The final complex would have two entrances if approved. One that falls under the Missouri Department of Transportation's jurisdiction has already been approved. The other entrance falls under the city’s jurisdiction and is still under review.
The property totals 34.93 acres. Campus Crest, a national firm that builds student housing, owns the land where The Grove is proposed. Mid-Missouri Distributors owns the remaining 21.93 acres to the east.
Tim Teddy, director of the Columbia Department of Planning and Development, said that Mid-Missouri Distributors has not submitted any plans for development.
“Construction of The Grove should commence as soon as the plat is approved by the council,” Teddy said. “Construction plans are in for both the site and buildings.”
Because it's on Rock Quarry Road, which has a scenic designation, The Grove will be required to meet the existing regulations that cover the area adjacent to the road, including a buffer zone on either side of the roadway where vegetation cannot be disturbed.

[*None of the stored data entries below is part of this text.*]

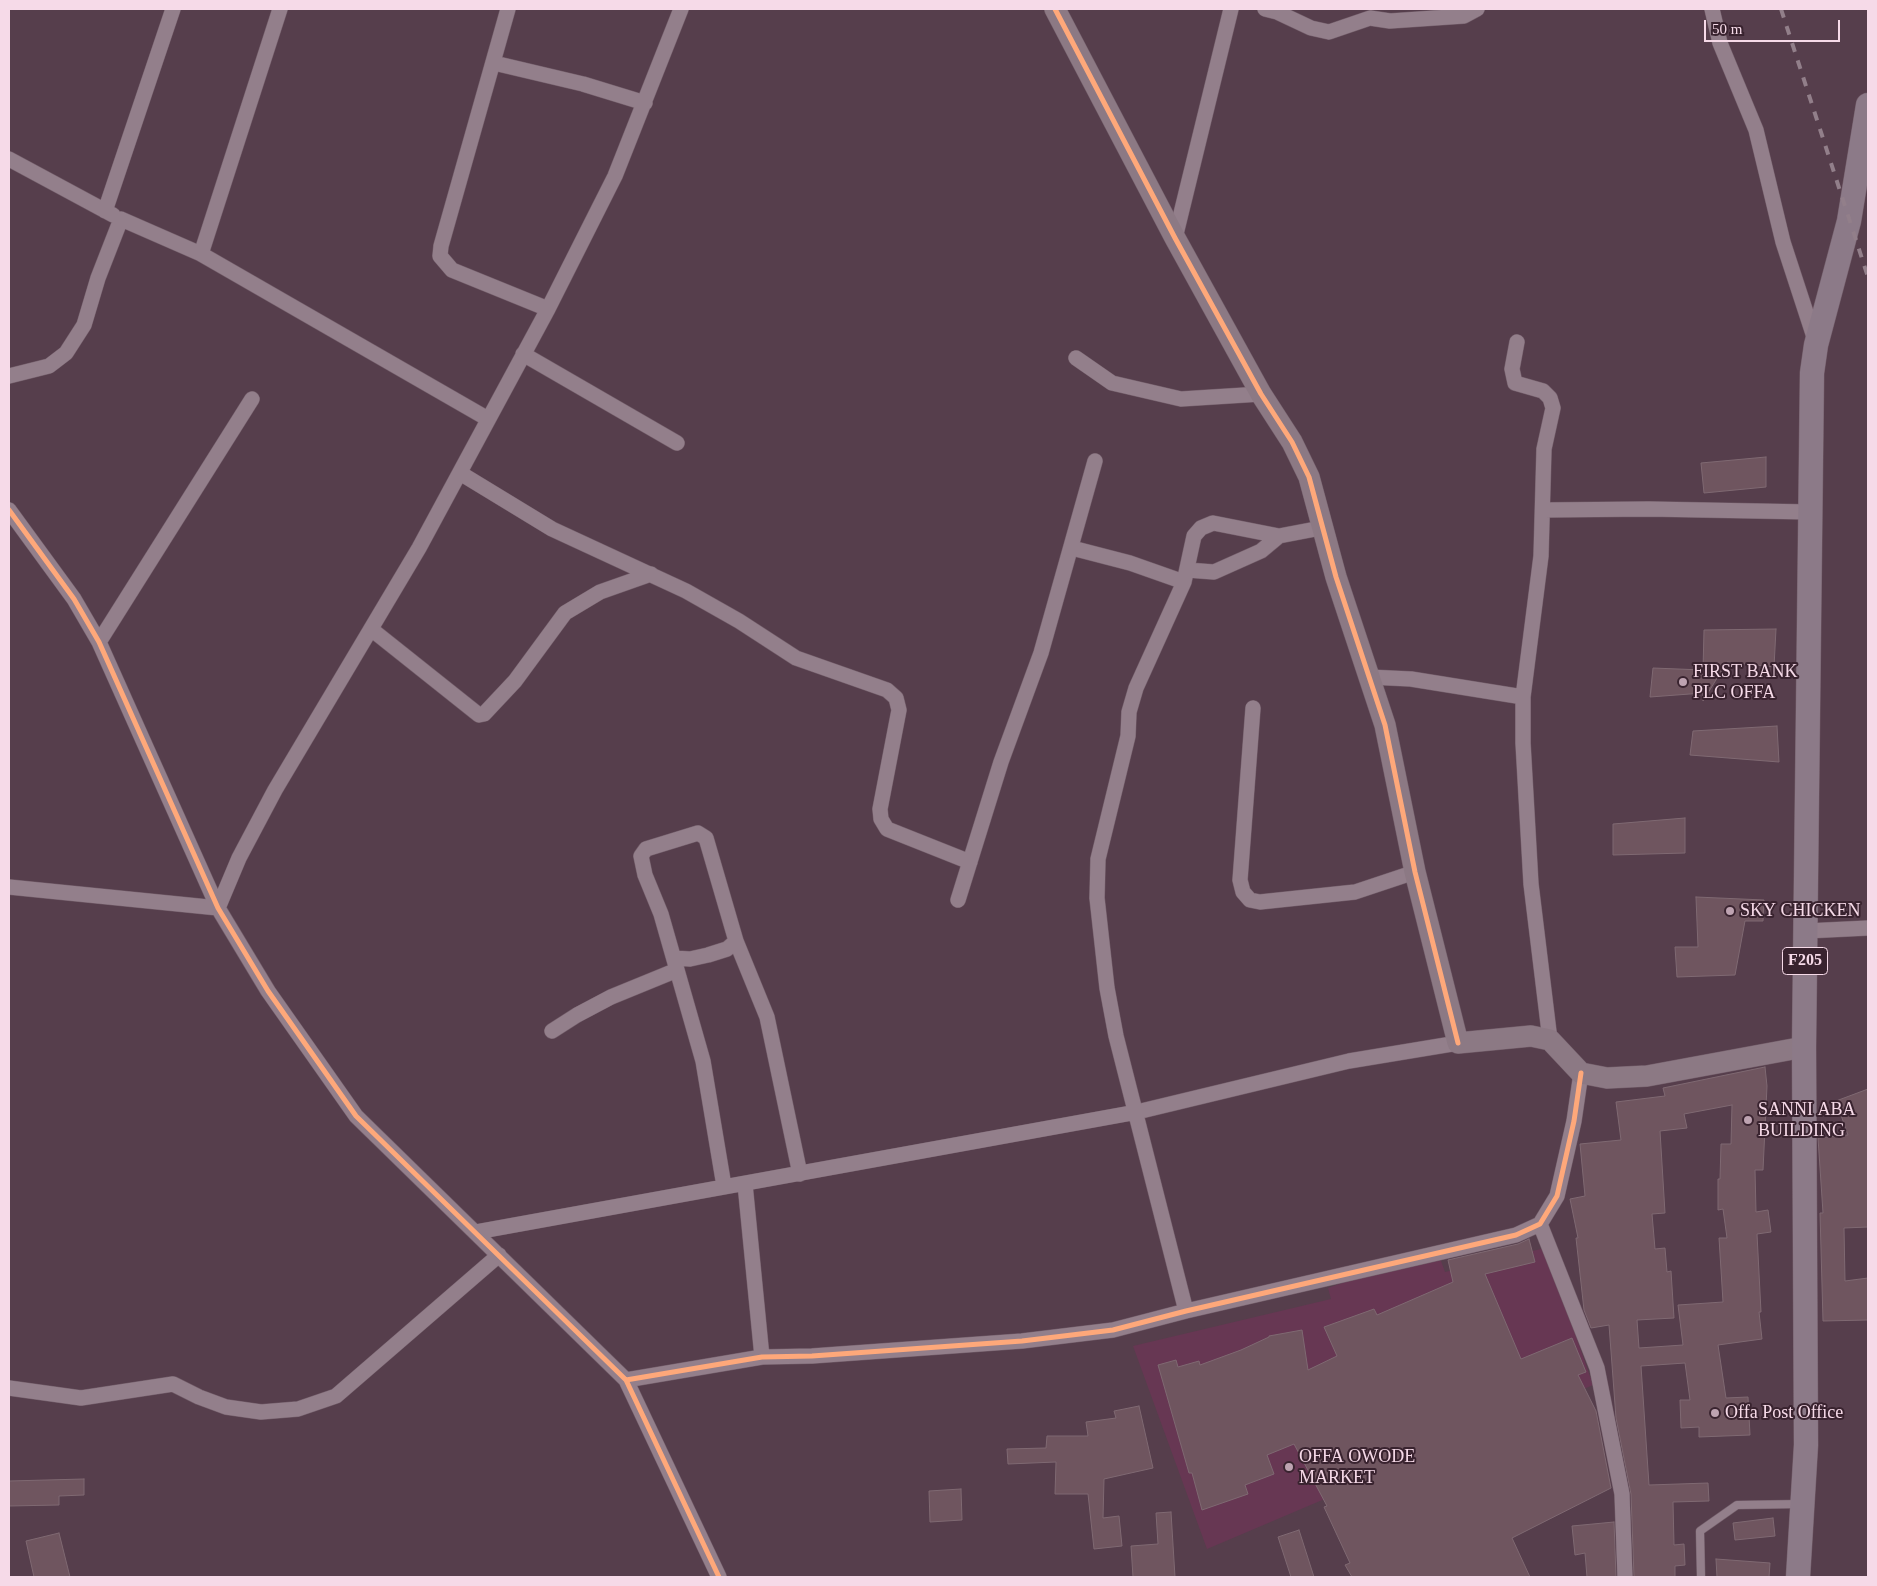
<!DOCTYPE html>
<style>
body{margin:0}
#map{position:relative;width:1877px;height:1586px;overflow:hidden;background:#563e4c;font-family:"Times New Roman",serif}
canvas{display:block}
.frame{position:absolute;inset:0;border:10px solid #f6dae8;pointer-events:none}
.scale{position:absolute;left:1704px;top:20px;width:136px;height:22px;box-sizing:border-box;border:2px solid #f6dae8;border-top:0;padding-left:6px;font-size:15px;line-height:18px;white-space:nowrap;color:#f6dae8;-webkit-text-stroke:4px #39232f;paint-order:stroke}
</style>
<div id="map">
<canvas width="1877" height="1586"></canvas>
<div class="frame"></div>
<div class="scale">50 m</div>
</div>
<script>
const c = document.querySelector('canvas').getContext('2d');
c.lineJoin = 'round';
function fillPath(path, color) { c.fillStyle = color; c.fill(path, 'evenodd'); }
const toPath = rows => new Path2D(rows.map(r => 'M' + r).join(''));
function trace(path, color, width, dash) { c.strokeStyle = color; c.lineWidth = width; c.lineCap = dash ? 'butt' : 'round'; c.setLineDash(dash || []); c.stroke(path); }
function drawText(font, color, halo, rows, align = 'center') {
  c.font = font + ' "Times New Roman",serif'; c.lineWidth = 4; c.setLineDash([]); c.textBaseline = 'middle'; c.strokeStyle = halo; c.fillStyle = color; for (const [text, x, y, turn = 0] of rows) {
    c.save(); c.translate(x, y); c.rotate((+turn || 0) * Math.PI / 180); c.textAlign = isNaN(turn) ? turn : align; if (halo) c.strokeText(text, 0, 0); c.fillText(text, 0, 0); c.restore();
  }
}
fillPath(toPath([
 [1545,1248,1593,1385,1207,1549,1133,1346,1331,1299,1328,1288,1407,1260,1438,1253,1445,1272]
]), '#673753');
const building = toPath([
 [1766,457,1766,487,1704,493,1701,463,1766,457],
 [1776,629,1774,667,1727,662,1703,701,1703,693,1650,697,1653,668,1703,670,1704,630,1776,629],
 [1777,726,1779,762,1690,755,1693,731,1777,726],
 [1685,818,1685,853,1613,855,1613,824,1685,818],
 [1696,897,1764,900,1763,921,1745,921,1735,975,1677,977,1675,947,1698,947,1696,897],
 [1765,1067,1767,1086,1763,1170,1755,1170,1756,1212,1768,1210,1771,1232,1757,1234,1761,1312,1759,1312,1762,1339,1718,1345,1726,1398,1748,1397,1750,1435,1699,1437,1699,1427,1681,1428,1680,1400,1690,1400,1685,1363,1641,1366,1649,1485,1708,1483,1709,1501,1673,1502,1674,1545,1684,1544,1685,1565,1675,1566,1675,1577,1634,1577,1631,1494,1616,1418,1609,1325,1591,1328,1584,1310,1576,1238,1578,1238,1570,1199,1585,1196,1580,1144,1621,1140,1616,1102,1665,1096,1663,1088,1765,1067],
 [1732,1105,1731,1144,1721,1144,1720,1179,1718,1179,1718,1210,1723,1209,1727,1238,1719,1238,1723,1302,1678,1305,1683,1345,1639,1348,1637,1320,1674,1318,1671,1271,1667,1272,1665,1248,1655,1249,1652,1214,1665,1213,1660,1131,1687,1128,1684,1114,1732,1105],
 [1868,1089,1868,1227,1844,1228,1845,1281,1868,1278,1868,1320,1823,1321,1820,1213,1823,1213,1818,1138,1848,1135,1836,1101,1868,1089],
 [1529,1239,1535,1262,1485,1274,1521,1359,1572,1338,1586,1372,1578,1375,1596,1411,1611,1488,1512,1538,1530,1577,1352,1577,1345,1565,1350,1563,1324,1507,1327,1506,1294,1444,1267,1455,1274,1474,1245,1485,1248,1494,1202,1510,1192,1473,1189,1473,1158,1365,1176,1360,1178,1367,1199,1361,1200,1365,1241,1350,1269,1337,1269,1336,1302,1330,1308,1370,1337,1356,1324,1327,1374,1309,1377,1315,1453,1282,1448,1260,1518,1244,1529,1239],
 [1139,1406,1153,1468,1104,1479,1103,1518,1119,1516,1122,1546,1094,1549,1088,1494,1055,1494,1056,1462,1008,1464,1007,1449,1046,1448,1047,1436,1088,1436,1086,1422,1116,1418,1114,1411,1139,1406],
 [84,1479,84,1495,59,1496,59,1505,9,1506,9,1481,84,1479],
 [961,1489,962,1520,930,1522,929,1491,961,1489],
 [1171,1512,1175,1577,1133,1577,1131,1546,1158,1544,1156,1513,1171,1512],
 [1773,1518,1775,1536,1735,1540,1733,1523,1773,1518],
 [1614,1522,1616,1577,1587,1577,1585,1553,1575,1555,1572,1526,1614,1522],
 [1299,1530,1314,1577,1291,1577,1278,1537,1299,1530],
 [59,1533,70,1577,34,1577,26,1541,59,1533],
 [1716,1559,1770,1563,1769,1577,1717,1577,1716,1559]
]);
fillPath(building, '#6f555f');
trace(building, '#7f6972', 1);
const lane = toPath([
 [1701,1577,1700,1531,1737,1505,1801,1504]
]);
const street = toPath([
 [508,9,441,246,440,256,452,270,548,309],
 [1265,9,1277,12,1311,28,1329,32,1370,18,1390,21,1464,16,1477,9],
 [1712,9,1720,43,1756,130,1783,242,1816,343],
 [494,63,583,84,645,103],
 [9,159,113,215],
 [105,211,173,9],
 [1175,238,1231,9],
 [201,254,280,9],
 [1517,342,1512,369,1515,383,1543,391,1550,398,1553,408,1544,449,1541,556,1523,697,1523,743,1531,884,1550,1040],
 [523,354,677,443],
 [1076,358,1112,383,1181,399,1261,394],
 [9,376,49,366,66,353,84,325,98,278,121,219,201,254,488,419],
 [460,473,552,529,686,591,739,621,796,658,887,690,896,698,899,710,880,809,881,819,887,829,970,862],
 [9,510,74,599,99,642,218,908,268,991,356,1116,626,1380,719,1577],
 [1543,510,1649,509,1810,512],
 [1072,548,1130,563,1184,582],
 [1187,570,1214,572,1261,551,1279,536,1321,528],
 [371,629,479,715,484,714,515,681,565,613,600,592,651,574],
 [99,642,252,399],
 [1369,677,1411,679,1523,697],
 [1253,708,1240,880,1243,892,1250,900,1260,902,1355,892,1415,872],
 [9,887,218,908],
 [958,900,1001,762,1041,653,1095,461],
 [218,908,239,858,275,790,419,548,548,309,615,176,681,9],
 [1806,931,1868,928],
 [674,958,690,959,708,955,727,949,736,941],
 [552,1031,577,1015,611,997,677,970],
 [745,1184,762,1357],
 [724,1186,703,1061,661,914,645,875,641,856,646,849,698,833,706,838,736,941,767,1017,800,1174],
 [1540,1224,1597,1368,1622,1494,1625,1577],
 [476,1232,1137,1112,1349,1061,1458,1043],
 [1186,1311,1116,1036,1107,988,1097,898,1098,859,1128,736,1129,712,1136,688,1184,582,1194,536,1201,528,1213,523,1279,536],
 [626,1380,762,1357,812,1356,1022,1341,1113,1330,1186,1311,1516,1235,1540,1224,1557,1196,1574,1121,1581,1073],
 [9,1388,81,1398,173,1384,199,1397,226,1407,261,1412,298,1409,336,1396,499,1255]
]);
const secondary = toPath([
 [1055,9,1175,238,1261,394,1292,442,1309,477,1336,577,1385,725,1415,872,1458,1043,1531,1036,1550,1040,1581,1073,1607,1078,1647,1076,1804,1047]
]);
const primary = toPath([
 [1798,1577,1806,1445,1804,1047,1812,373,1816,345,1849,221,1868,105]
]);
trace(lane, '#725d69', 9);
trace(street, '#725d69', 16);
trace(secondary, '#725d69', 22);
trace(primary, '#725d69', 25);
trace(lane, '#937f8b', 8);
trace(street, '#937f8b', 15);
trace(secondary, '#8c7984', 21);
trace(primary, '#8c7a88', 24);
trace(toPath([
 [1781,9,1868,277]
]), '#927f8a', 4, [9, 9]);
trace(toPath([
 [1055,9,1175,238,1261,394,1292,442,1309,477,1336,577,1385,725,1415,872,1458,1043],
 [9,510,74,599,99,642,218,908,268,991,356,1116,626,1380,719,1577],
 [626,1380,762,1357,812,1356,1022,1341,1113,1330,1186,1311,1516,1235,1540,1224,1557,1196,1574,1121,1581,1073]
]), '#fea87a', 5);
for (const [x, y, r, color] of [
 [1683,682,5,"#bea3b1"],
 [1730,911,5,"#bea3b1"],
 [1748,1120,5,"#bea3b1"],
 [1715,1413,5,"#bea3b1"],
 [1289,1467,5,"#bea3b1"]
]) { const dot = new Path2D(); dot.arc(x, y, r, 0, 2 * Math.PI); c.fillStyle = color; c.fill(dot); trace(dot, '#39232f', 2); }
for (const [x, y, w] of [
 [1805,961,45]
]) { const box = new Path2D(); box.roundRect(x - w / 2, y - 13.5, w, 27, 4); c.fillStyle = '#39232f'; c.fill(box); trace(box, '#f6dae8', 1); }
drawText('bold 16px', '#f6dae8', null, [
 ["F205",1805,961]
]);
drawText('18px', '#f6dae8', '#39232f', [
 ["FIRST BANK",1693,672],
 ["PLC OFFA",1693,693],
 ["SKY CHICKEN",1740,911],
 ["SANNI ABA",1758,1110],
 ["BUILDING",1758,1131],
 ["Offa Post Office",1725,1413],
 ["OFFA OWODE",1299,1457],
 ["MARKET",1299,1478]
], 'left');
</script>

Brian Sharpe, president of development and construction for Campus Crest, said The Grove would conform to the scenic road rules.
“Our goal is to do just as they request,” Sharpe said. “We have no request other than to embellish with additional plantings. We would like to plant additional stuff there.”
Campus Crest also has plans to conceal the complex, Sharpe said.
“On the high side of the property, near the road, we are creating sort of a bowl and tucking our building down to minimize its visual impact from the road,” Sharpe said.